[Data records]
* * *
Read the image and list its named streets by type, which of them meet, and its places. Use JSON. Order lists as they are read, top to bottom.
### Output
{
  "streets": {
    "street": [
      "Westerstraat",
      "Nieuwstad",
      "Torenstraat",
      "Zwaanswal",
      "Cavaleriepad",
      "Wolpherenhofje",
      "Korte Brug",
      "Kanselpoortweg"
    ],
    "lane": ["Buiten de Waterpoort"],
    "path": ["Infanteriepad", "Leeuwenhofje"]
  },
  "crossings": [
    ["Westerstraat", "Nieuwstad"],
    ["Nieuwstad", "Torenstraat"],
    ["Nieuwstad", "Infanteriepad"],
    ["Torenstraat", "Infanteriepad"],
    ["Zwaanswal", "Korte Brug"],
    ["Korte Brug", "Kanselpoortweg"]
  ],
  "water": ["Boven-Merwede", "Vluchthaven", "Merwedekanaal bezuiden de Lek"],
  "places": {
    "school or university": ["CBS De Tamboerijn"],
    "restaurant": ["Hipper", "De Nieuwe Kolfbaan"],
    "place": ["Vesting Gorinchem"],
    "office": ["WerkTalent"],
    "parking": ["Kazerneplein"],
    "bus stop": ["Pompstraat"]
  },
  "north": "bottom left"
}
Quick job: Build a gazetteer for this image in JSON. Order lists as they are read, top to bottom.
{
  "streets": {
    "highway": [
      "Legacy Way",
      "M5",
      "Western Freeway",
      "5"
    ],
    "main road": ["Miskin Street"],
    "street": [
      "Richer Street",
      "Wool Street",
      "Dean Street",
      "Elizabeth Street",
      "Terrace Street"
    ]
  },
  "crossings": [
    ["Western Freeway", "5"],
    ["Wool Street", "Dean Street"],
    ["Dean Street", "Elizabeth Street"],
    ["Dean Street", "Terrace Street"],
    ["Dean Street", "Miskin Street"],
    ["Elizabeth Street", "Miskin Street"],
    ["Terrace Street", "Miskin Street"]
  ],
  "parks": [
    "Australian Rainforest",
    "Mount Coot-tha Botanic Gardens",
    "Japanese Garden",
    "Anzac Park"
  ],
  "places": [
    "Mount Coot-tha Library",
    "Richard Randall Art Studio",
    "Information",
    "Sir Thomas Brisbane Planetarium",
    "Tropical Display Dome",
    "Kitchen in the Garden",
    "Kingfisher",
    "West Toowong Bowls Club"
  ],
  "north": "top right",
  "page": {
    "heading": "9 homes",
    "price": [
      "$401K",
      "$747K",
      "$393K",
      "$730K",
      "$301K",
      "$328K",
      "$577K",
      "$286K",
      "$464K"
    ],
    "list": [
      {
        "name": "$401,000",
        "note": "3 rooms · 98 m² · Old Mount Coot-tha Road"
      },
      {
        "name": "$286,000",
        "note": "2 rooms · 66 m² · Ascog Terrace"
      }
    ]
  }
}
* * *
*ACTIVITY*. This task asks for the number of lines above that include the string "Korte". Respond with that number only.

*EXERCISE RESULT*. 3